A 1971 Plymouth Cuda Convertible is one of only 17 440 Six Pack Cuda convertibles built that year and the only one finished in Tawny Gold, Drew explains. “It’s also the highest optioned Six Pack Cuda convertibles known to exist and one of only two that came from the factory with the highly desirable shaker hood and those great bill-board stripes,” he says.
The Cuda recently underwent a nut-and-bolt, rotisserie restoration to factory specs and retains all of its correct parts. The original, matching-numbers motor, transmission and Dana rear-end were professionally built to factory specs. The ragtop has all of its original body panels, floor, trunk, doors and sheet metal, including the original convertible top and rear glass.

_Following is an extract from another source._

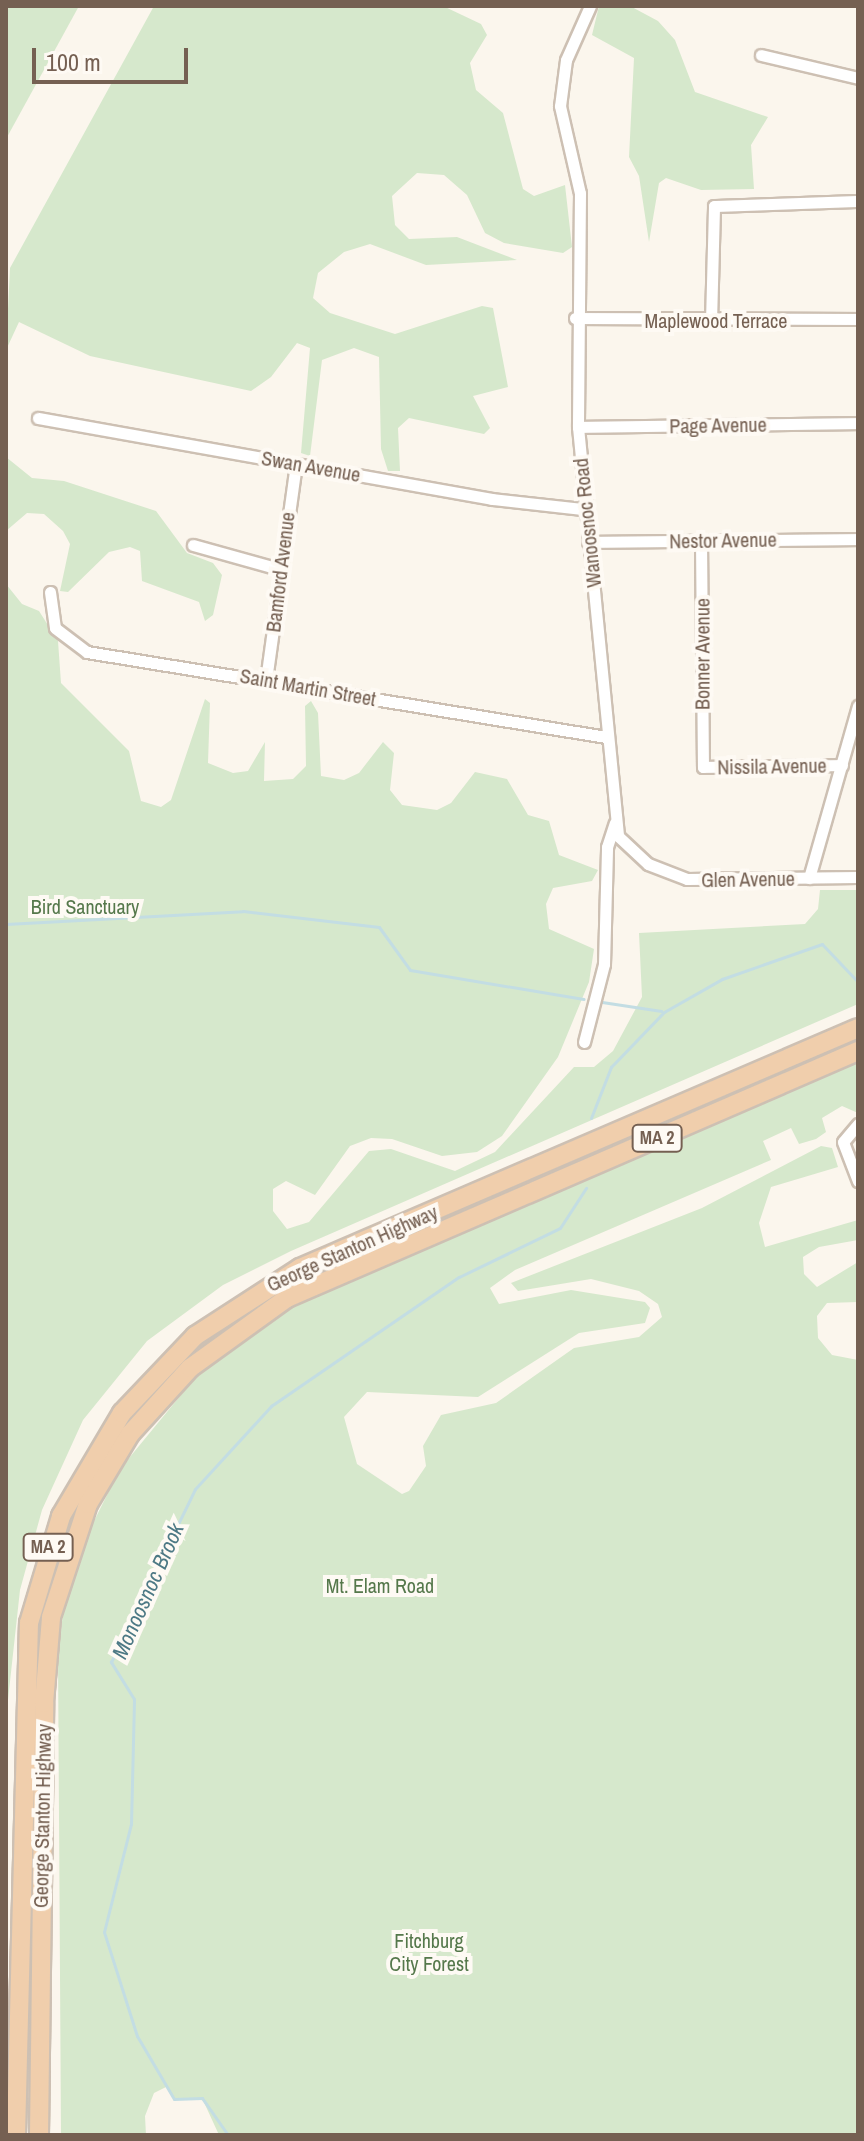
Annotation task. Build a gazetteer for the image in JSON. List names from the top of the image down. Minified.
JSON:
{"streets":{"highway":["MA 2","George Stanton Highway"],"street":["Maplewood Terrace","Page Avenue","Swan Avenue","Wanoosnoc Road","Nestor Avenue","Bamford Avenue","Bonner Avenue","Saint Martin Street","Nissila Avenue","Glen Avenue"]},"crossings":[["Maplewood Terrace","Wanoosnoc Road"],["Page Avenue","Wanoosnoc Road"],["Swan Avenue","Wanoosnoc Road"],["Swan Avenue","Bamford Avenue"],["Wanoosnoc Road","Nestor Avenue"],["Wanoosnoc Road","Saint Martin Street"],["Wanoosnoc Road","Glen Avenue"],["Nestor Avenue","Bonner Avenue"],["Bamford Avenue","Saint Martin Street"],["Bonner Avenue","Nissila Avenue"]],"water":["Monoosnoc Brook"],"parks":["Bird Sanctuary","Mt. Elam Road","Fitchburg City Forest"],"scale_bar":"100 m"}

The original paperwork includes the build sheet, the window sticker, fender tags and the dealer invoice. In addition, the muscle car has received a bumper-to-bumper inspection by Mopar expert Galen Govier, who has authenticated its uniqueness. “This is truly one of the most significant Mopars ever produced and certainly one of the most coveted collector cars in the world,” Drew says.

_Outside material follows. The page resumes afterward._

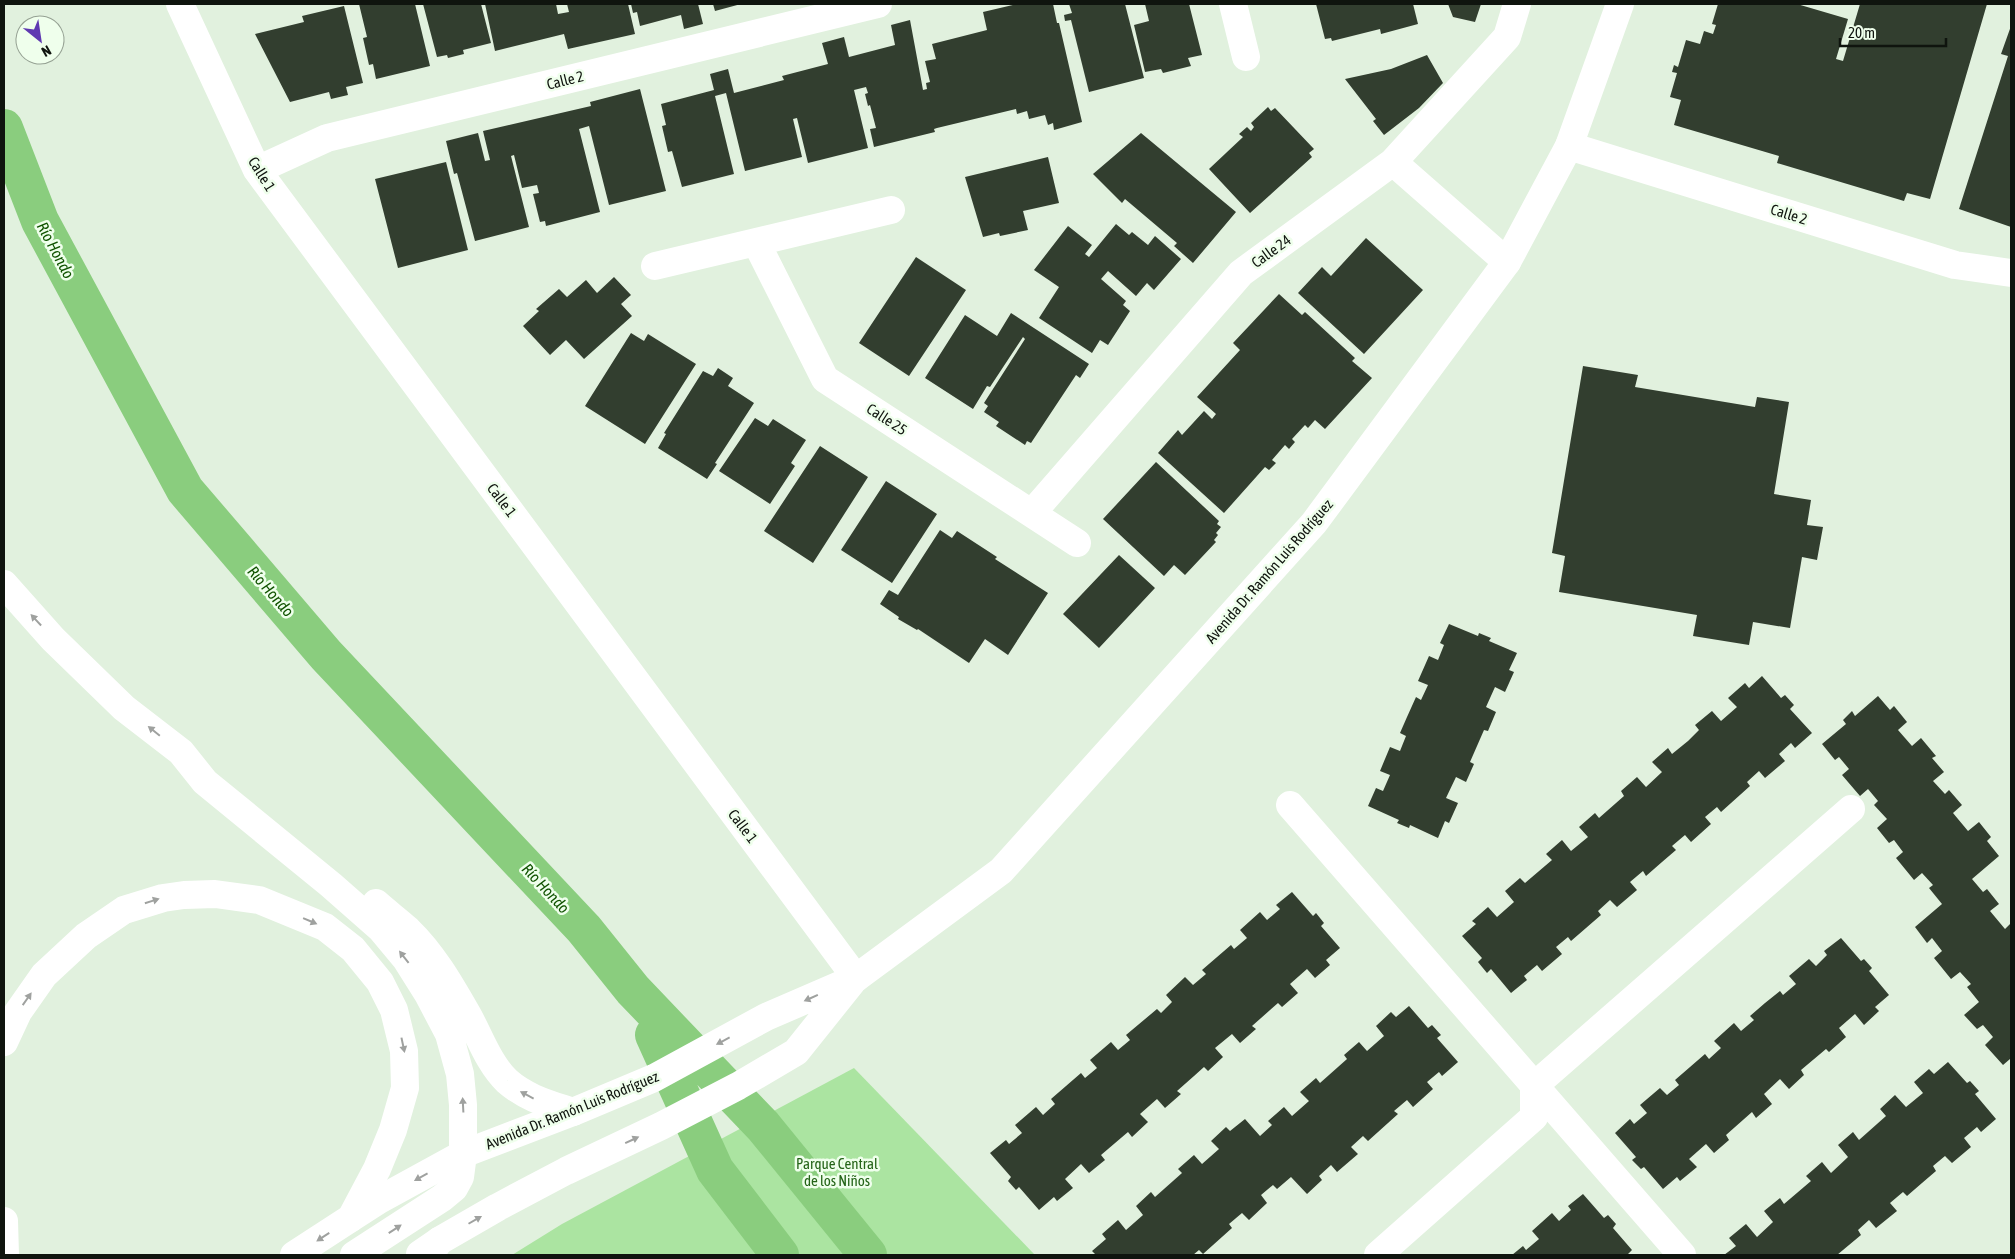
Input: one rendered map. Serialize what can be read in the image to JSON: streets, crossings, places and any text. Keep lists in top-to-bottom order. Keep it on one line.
{"streets":{"main road":["Calle 2","Calle 1","Calle 24","Calle 25","Avenida Dr. Ramón Luis Rodríguez"]},"crossings":[["Calle 2","Calle 1"],["Calle 2","Avenida Dr. Ramón Luis Rodríguez"],["Calle 1","Avenida Dr. Ramón Luis Rodríguez"],["Calle 24","Calle 25"]],"water":["Río Hondo"],"parks":["Parque Central de los Niños"],"scale_bar":"20 m","north":"bottom right"}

Equally muscular is a 1960 Chrysler 300F “Special” — one of four in existence. In this car, Daytona Superstar Gregg Ziegler set NASCAR’s all time “Flying Mile” class-7 record holder with a staggering speed of 144.927 mph. This is the only unrestored, 4-speed model in existence — with just 11,000 original miles. The 300F “Special” will be sold with the winning set of tires designed by Gregg Ziegler and Goodyear — it’s the only set anywhere — and the original battery.
The “letter” cars are legendary, beginning in 1955 with the C-300 as designed by the great Virgil Exner. With the 331-cubic-inch hemi, they produced the 300 horsepower that generated the name. The 300s dominated NASCAR in 1955 and 1956, winning the overall championships.
In 1960, Chrysler produced just nine or 10 of the 300F “Specials” with the 400-horsepower engine, and only four exist today. Among the unique details: a 4-speed French Pont-a-Mausson transmission, 10:1 compression ratio, low back-pressure headers and a 2.93 rear-axle ratio.
“The ‘Beautiful Brute’ is a significant piece of NASCAR and Daytona racing history,” Drew says. “It is the biggest and most historic Chrysler 300 and fin car that will ever cross the auction block.”
These great cars will be sold at reserve — as with all cars at Russo and Steele. “That’s why people come to us — because we sell serious pedigreed cars,” Drew says.
Sellers understand that, he notes: They have either invested heavily in the vehicle when they purchased it or they have maintained it through years of meticulous care and maintenance. “For the consigners, the all-reserve auction offers them a safety net they appreciate.”
This, too, preserves the relationships that are so crucial to the Russo and Steele reputation: The sellers go home with their car or they go home having sold it at a fair price.
Buyers, too, are learning to appreciate this format. “Most of them don’t want bad cars with lots of questionable stories and little documented history,” Drew says. “They’re not looking for bargains. They’re looking for great-quality cars. And that’s exactly what our tenth anniversary auction is all about!”